US jobs report creates further uncertainty

By AFP - Dec 04,2021 - Last updated at Dec 04,2021

Most global stock markets rebounded on Wednesday and oil prices went up following Omicron-driven losses (AFP file photo)

NEW YORK — Global stocks finished a volatile week on a downcast note on Friday, sunk by festering worries over the Omicron variant and disappointment at the most recent US job growth figures.

The latest COVID-19 variant has been detected in 38 countries but no deaths have yet been reported, the WHO said, as authorities worldwide rushed to stem the spread of the heavily mutated COVID-19 strain.

"Investors are clearly still anxious about the Omicron variant, despite anecdotal evidence suggesting symptoms are less severe" than first thought, said Craig Erlam, analyst at Oanda trading group.

"Heading into the weekend, when we could get more information on the new strain, it's natural that we're seeing more caution."

IMF chief Kristalina Georgieva warned the latest virus strain could slow the global recovery, noting that "a new variant that may spread very rapidly can dent confidence".

Bourses in Paris, Frankfurt and London all declined. 

Wall Street stocks also had a difficult day, with the tech-rich Nasdaq leading major indices lower.

All three US indices finished with weekly losses in a period that also saw the Federal Reserve signal a plan to accelerate the withdrawal of its monetary stimulus and potentially hike rates sooner.

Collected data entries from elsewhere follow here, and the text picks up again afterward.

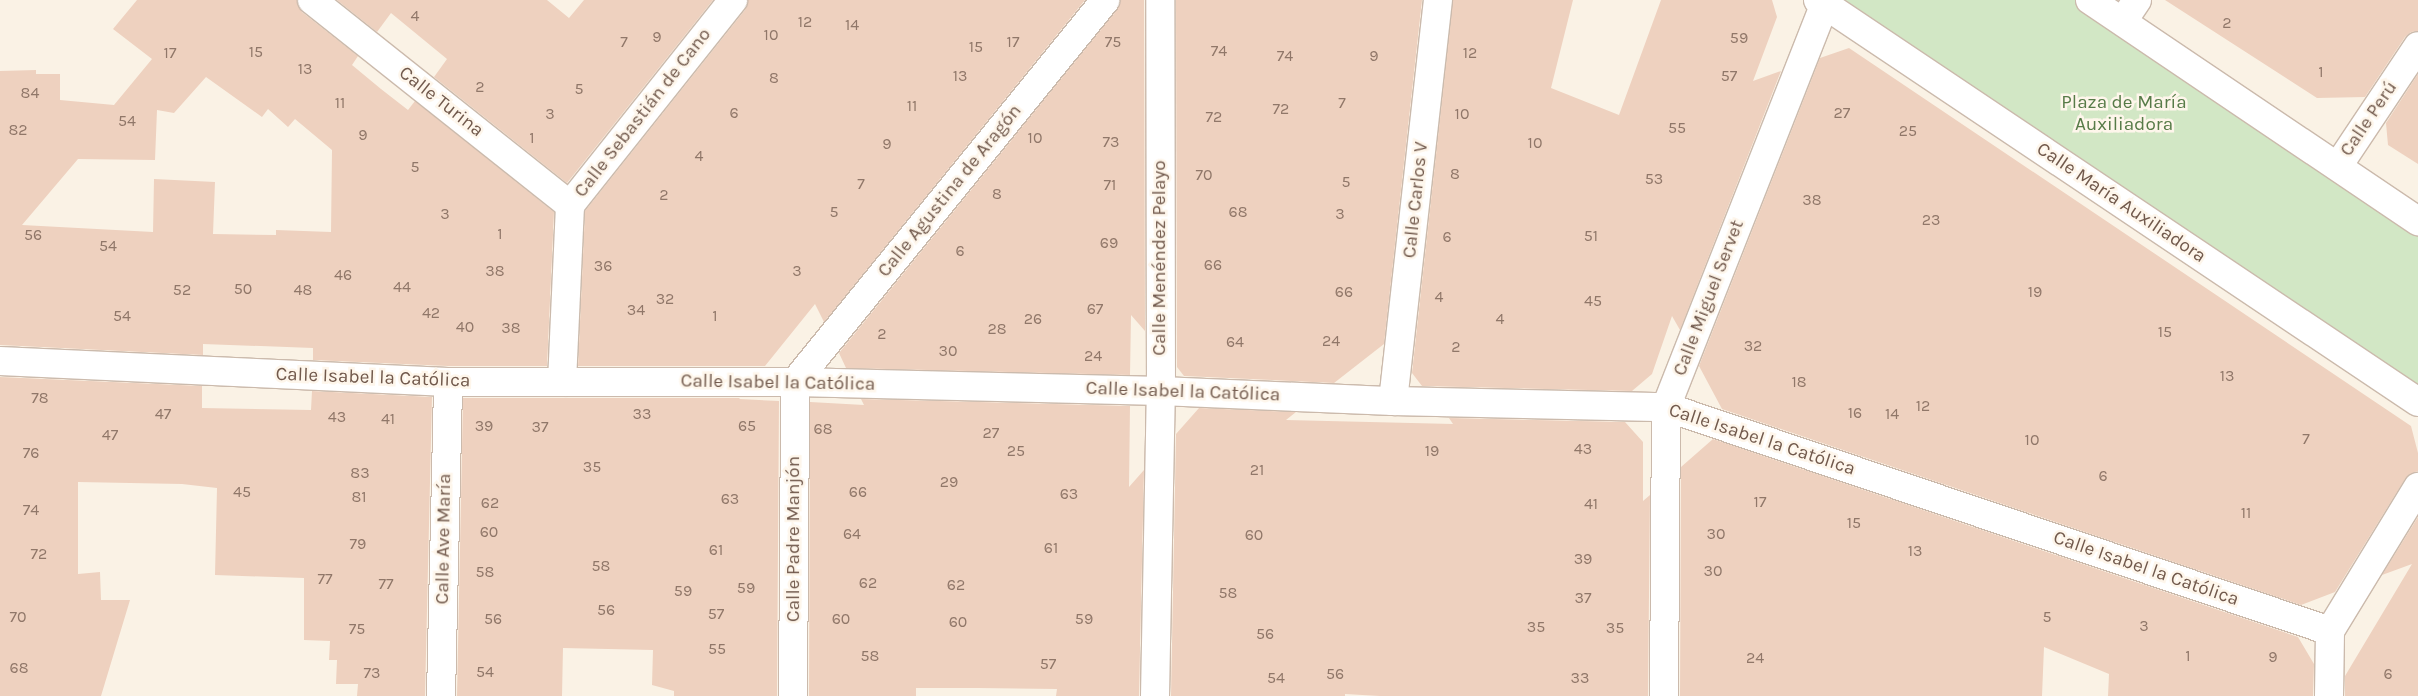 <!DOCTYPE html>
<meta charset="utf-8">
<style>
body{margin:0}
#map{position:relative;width:2418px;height:696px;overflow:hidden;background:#faf2e5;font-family:Karla,sans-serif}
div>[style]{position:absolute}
.green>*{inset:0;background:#d2e7c5}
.building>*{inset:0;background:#eed1bf}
.roads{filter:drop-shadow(1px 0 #cbbaac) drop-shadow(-1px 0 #cbbaac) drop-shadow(0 1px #cbbaac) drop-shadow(0 -1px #cbbaac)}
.street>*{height:28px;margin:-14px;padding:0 14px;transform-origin:14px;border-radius:14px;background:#fff}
span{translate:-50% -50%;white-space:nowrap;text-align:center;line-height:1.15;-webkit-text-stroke:5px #fef6eb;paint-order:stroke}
.number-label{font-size:16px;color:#907769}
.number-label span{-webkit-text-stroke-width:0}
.street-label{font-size:19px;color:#71594c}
.park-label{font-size:19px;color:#577b48}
</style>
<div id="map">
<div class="green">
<div style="clip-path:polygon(1826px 0,2090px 0,2418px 221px,2418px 402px)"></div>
</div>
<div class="building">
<div style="clip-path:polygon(evenodd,137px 0,297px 0,302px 12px,358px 56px,352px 65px,381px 89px,408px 110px,415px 101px,554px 212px,547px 366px,448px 366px,313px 360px,313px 348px,203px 344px,203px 355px,0 345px,0 71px,36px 70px,36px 74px,60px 74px,60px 100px,114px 105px,152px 59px,113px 29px,137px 0,206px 77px,262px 117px,268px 109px,288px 127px,295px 119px,332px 150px,331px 232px,276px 230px,276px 235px,213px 234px,215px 182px,154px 179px,153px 232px,22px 225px,78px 159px,155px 160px,157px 110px,174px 113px,206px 77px)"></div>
<div style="clip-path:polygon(337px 0,547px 0,569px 18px,584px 0,713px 0,567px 183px,434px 77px,447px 59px,391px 13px,377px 32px)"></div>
<div style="clip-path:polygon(748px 0,1085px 0,824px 322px,815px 304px,765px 366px,578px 366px,585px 211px,745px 10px)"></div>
<div style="clip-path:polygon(1120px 0,1144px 0,1145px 331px,1131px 315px,1130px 375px,846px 368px,839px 353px,1117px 10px)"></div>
<div style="clip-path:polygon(1176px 0,1422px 0,1384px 344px,1334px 383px,1184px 376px,1177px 367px)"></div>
<div style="clip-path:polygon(1453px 0,1573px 0,1551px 88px,1619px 115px,1661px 0,1772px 0,1777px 17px,1753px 81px,1781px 71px,1680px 330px,1672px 316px,1652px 374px,1632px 391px,1422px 386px,1412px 373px)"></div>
<div style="clip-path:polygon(2165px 0,2418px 0,2418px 31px,2411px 32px,2405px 37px,2365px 97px,2317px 98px)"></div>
<div style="clip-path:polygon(1849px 48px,2411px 426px,2418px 453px,2418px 471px,2410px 474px,2405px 479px,2335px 592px,2301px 605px,1722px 409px,1699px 366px,1820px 58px)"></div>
<div style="clip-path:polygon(2418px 74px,2418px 164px,2388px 145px,2386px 123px)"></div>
<div style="clip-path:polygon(0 377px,202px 386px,202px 408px,311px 410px,312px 391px,432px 397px,425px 696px,357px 696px,358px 684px,336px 684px,337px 660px,329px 660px,330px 641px,304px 640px,304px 578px,215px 575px,217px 488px,182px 484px,78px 482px,78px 574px,100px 572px,101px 600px,130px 600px,101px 696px,0 696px)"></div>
<div style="clip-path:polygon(463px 398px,740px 398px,739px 399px,779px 401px,777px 696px,674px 696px,674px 691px,652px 685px,653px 650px,563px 648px,562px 696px,457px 696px)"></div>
<div style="clip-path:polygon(861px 399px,1130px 406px,1129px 487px,1144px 470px,1139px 696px,1056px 696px,1057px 689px,978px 688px,916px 688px,916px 696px,809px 696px,810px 402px,864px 405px)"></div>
<div style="clip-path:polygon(1199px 408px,1296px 412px,1286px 420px,1453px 424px,1449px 418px,1625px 422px,1643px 442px,1643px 501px,1650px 495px,1648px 696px,1380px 696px,1345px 694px,1345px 696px,1171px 696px,1176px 434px)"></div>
<div style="clip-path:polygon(1713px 439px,2298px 637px,2314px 664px,2313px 696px,2108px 696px,2109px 674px,2044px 647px,2042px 696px,1680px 696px,1681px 467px)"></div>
<div style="clip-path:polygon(2418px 517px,2418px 696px,2345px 696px,2345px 676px,2412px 564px,2382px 575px)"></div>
</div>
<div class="roads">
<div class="street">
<div style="left:312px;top:0;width:330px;rotate:38.5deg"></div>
<div style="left:1818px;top:0;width:722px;rotate:33.82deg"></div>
<div style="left:2090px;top:0;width:396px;rotate:34deg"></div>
<div style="left:2123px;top:21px;width:25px;rotate:-56deg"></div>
<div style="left:2338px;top:166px;width:144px;rotate:-56.3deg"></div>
<div style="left:0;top:361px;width:448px;rotate:2.7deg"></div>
<div style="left:448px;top:382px;width:347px"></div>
<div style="left:795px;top:382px;width:366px;rotate:1.4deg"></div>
<div style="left:1161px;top:391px;width:232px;rotate:2.5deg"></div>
<div style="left:1393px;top:401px;width:273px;rotate:1.3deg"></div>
<div style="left:1666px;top:407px;width:701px;rotate:18.64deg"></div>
<div style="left:562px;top:382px;width:177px;rotate:-87.4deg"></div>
<div style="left:570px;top:205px;width:262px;rotate:-51.5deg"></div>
<div style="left:1393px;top:401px;width:404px;rotate:-83.6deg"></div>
<div style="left:441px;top:696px;width:314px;rotate:-88.7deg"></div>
<div style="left:793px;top:696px;width:314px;rotate:-89.6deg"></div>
<div style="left:795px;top:382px;width:492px;rotate:-50.9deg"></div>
<div style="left:1155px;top:696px;width:305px;rotate:-88.9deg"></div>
<div style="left:1161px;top:391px;width:391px;rotate:-90.1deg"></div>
<div style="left:1664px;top:696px;width:289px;rotate:-89.6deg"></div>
<div style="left:1666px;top:407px;width:437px;rotate:-68.5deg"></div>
<div style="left:2329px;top:696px;width:65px;rotate:-89.1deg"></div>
<div style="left:2330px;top:631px;width:169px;rotate:-58.6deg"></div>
</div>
</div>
<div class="number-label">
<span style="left:415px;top:16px">4</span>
<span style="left:805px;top:22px">12</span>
<span style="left:2227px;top:23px">2</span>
<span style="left:852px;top:25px">14</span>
<span style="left:771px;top:35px">10</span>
<span style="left:657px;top:37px">9</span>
<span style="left:1739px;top:38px">59</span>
<span style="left:624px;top:42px">7</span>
<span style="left:1013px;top:42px">17</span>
<span style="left:1113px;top:42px">75</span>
<span style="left:976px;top:47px">15</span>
<span style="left:1219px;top:51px">74</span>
<span style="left:256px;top:52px">15</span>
<span style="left:170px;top:53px">17</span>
<span style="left:1470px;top:53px">12</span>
<span style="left:1285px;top:56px">74</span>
<span style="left:1374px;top:56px">9</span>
<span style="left:305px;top:69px">13</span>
<span style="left:2321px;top:72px">1</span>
<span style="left:960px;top:76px">13</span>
<span style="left:1729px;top:76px">57</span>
<span style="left:774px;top:78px">8</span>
<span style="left:480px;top:87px">2</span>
<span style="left:579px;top:89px">5</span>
<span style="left:30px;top:93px">84</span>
<span style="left:340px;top:103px">11</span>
<span style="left:1342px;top:103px">7</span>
<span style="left:912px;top:106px">11</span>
<span style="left:1281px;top:109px">72</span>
<span style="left:734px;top:113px">6</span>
<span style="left:1842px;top:113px">27</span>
<span style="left:550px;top:114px">3</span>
<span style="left:1462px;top:114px">10</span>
<span style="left:1214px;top:117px">72</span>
<span style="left:127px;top:121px">54</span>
<span style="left:1677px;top:128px">55</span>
<span style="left:18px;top:130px">82</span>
<span style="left:1908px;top:131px">25</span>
<span style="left:363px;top:135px">9</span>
<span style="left:532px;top:138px">1</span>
<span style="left:1035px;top:138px">10</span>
<span style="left:1111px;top:142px">73</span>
<span style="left:1535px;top:143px">10</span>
<span style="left:887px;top:144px">9</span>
<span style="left:699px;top:156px">4</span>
<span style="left:415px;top:167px">5</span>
<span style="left:1455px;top:174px">8</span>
<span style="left:1204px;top:175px">70</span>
<span style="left:1654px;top:179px">53</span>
<span style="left:1346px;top:182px">5</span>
<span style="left:861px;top:184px">7</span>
<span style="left:1110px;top:185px">71</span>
<span style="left:997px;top:194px">8</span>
<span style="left:664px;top:195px">2</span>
<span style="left:1812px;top:200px">38</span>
<span style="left:834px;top:212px">5</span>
<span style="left:1238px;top:212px">68</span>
<span style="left:445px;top:214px">3</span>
<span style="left:1340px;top:214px">3</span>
<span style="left:1931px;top:220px">23</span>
<span style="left:500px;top:234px">1</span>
<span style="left:33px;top:235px">56</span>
<span style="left:1591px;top:236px">51</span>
<span style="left:1447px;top:237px">6</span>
<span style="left:1109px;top:243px">69</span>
<span style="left:108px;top:246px">54</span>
<span style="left:960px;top:251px">6</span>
<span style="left:1213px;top:265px">66</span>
<span style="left:603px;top:266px">36</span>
<span style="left:495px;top:271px">38</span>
<span style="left:797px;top:271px">3</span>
<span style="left:343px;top:275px">46</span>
<span style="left:402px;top:287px">44</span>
<span style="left:243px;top:289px">50</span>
<span style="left:182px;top:290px">52</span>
<span style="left:303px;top:290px">48</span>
<span style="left:1344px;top:292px">66</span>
<span style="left:2035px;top:292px">19</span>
<span style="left:1439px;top:297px">4</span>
<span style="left:665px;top:299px">32</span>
<span style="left:1593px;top:301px">45</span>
<span style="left:1095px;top:309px">67</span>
<span style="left:636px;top:310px">34</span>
<span style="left:431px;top:313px">42</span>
<span style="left:122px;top:316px">54</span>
<span style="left:715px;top:316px">1</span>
<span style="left:1033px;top:319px">26</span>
<span style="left:1500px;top:319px">4</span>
<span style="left:465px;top:327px">40</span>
<span style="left:511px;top:328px">38</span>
<span style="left:997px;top:329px">28</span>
<span style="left:2165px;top:332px">15</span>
<span style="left:882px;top:334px">2</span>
<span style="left:1331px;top:341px">24</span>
<span style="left:1235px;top:342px">64</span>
<span style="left:1753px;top:346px">32</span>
<span style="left:1456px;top:347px">2</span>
<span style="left:948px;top:351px">30</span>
<span style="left:1093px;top:356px">24</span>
<span style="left:2227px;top:376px">13</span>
<span style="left:1799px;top:382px">18</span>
<span style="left:40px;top:398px">78</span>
<span style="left:1923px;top:406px">12</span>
<span style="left:1855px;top:413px">16</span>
<span style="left:163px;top:414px">47</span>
<span style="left:642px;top:414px">33</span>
<span style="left:1892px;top:414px">14</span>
<span style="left:337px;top:417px">43</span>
<span style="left:388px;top:419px">41</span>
<span style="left:484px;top:426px">39</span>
<span style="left:747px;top:426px">65</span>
<span style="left:540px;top:427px">37</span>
<span style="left:823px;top:429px">68</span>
<span style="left:991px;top:433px">27</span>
<span style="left:110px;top:435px">47</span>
<span style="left:2306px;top:439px">7</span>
<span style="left:2032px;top:440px">10</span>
<span style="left:1583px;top:449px">43</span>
<span style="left:1016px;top:451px">25</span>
<span style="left:1432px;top:451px">19</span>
<span style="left:31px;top:453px">76</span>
<span style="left:592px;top:467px">35</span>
<span style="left:1257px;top:470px">21</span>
<span style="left:360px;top:473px">83</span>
<span style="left:2103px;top:476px">6</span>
<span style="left:949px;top:482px">29</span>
<span style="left:242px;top:492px">45</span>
<span style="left:858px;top:492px">66</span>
<span style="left:1069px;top:494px">63</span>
<span style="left:359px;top:497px">81</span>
<span style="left:730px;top:499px">63</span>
<span style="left:1760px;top:502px">17</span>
<span style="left:490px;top:503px">62</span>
<span style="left:1591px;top:504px">41</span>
<span style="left:31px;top:510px">74</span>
<span style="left:2246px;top:513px">11</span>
<span style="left:1854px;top:523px">15</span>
<span style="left:489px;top:532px">60</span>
<span style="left:852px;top:534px">64</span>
<span style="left:1716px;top:534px">30</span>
<span style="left:1254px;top:535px">60</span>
<span style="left:358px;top:544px">79</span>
<span style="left:1051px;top:548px">61</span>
<span style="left:716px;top:550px">61</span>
<span style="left:1915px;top:551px">13</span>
<span style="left:39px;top:554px">72</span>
<span style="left:1583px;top:559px">39</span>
<span style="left:601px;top:566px">58</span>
<span style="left:1713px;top:571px">30</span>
<span style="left:485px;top:572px">58</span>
<span style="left:325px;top:579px">77</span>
<span style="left:868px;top:583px">62</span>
<span style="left:386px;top:584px">77</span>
<span style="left:956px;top:585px">62</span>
<span style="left:746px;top:588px">59</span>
<span style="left:683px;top:591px">59</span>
<span style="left:1228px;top:593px">58</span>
<span style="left:1583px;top:598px">37</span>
<span style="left:606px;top:610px">56</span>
<span style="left:716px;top:614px">57</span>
<span style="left:18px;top:617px">70</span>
<span style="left:2047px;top:617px">5</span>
<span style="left:493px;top:619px">56</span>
<span style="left:841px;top:619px">60</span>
<span style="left:1084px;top:619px">59</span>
<span style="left:958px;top:622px">60</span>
<span style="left:2144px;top:626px">3</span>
<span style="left:1536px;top:627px">35</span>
<span style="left:1615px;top:628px">35</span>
<span style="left:357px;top:629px">75</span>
<span style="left:1265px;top:634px">56</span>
<span style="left:717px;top:649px">55</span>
<span style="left:870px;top:656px">58</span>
<span style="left:2188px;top:656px">1</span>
<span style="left:2273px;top:657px">9</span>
<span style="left:1755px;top:658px">24</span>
<span style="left:1048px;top:664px">57</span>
<span style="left:19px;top:668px">68</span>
<span style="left:485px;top:672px">54</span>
<span style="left:372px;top:673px">73</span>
<span style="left:1335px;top:674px">56</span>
<span style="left:2388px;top:674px">6</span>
<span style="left:1276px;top:678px">54</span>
<span style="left:1580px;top:678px">33</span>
</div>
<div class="street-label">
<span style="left:441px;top:102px;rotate:38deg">Calle Turina</span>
<span style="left:643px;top:113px;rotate:-52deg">Calle Sebastián de Cano</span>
<span style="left:2369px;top:119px;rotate:-56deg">Calle Perú</span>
<span style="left:950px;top:191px;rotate:-51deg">Calle Agustina de Aragón</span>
<span style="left:1416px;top:200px;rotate:-84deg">Calle Carlos V</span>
<span style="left:2121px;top:203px;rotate:34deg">Calle María Auxiliadora</span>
<span style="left:1160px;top:258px;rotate:-90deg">Calle Menéndez Pelayo</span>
<span style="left:1709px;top:298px;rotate:-69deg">Calle Miguel Servet</span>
<span style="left:373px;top:378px;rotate:2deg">Calle Isabel la Católica</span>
<span style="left:778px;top:383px;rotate:1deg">Calle Isabel la Católica</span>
<span style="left:1183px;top:392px;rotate:2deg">Calle Isabel la Católica</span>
<span style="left:1762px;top:440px;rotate:18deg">Calle Isabel la Católica</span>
<span style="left:444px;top:539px;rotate:-89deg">Calle Ave María</span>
<span style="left:794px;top:539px;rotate:-90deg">Calle Padre Manjón</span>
<span style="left:2146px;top:569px;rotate:19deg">Calle Isabel la Católica</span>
</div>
<div class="park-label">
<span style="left:2124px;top:114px">Plaza de María<br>Auxiliadora</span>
</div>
</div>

Wall Street investors shunned highly valued tech shares after DocuSign offered a disappointing outlook and signalled that demand for its e-signature business was ebbing after a strong run during the worst of the COVID-19 pandemic.

Shares of the company plunged more than 40 per cent, while other tech names like Adobe and several chipmakers were also hammered.

"The growth stocks are driving the declines," said Briefing.com analyst Patrick O'Hare, who also cited lingering unease over the Omicron variant of COVID-19 and disappointment that Thursday's rally in equities was not extended.

Friday's much-anticipated jobs report showed the US economy added just 210,000 jobs last month, less than half the increase forecasters expected.

But analysts characterised the report as better than the headline figure, noting the unemployment rate dropped to 4.2 per cent, a decline of four-tenths of a point from the prior month. 

The labour force participation rate also rose to its highest level since the pandemic.

"Looking past the disappointing headline print, the details of the November jobs report painted a more optimistic jobs picture," Oxford Economics said in a note.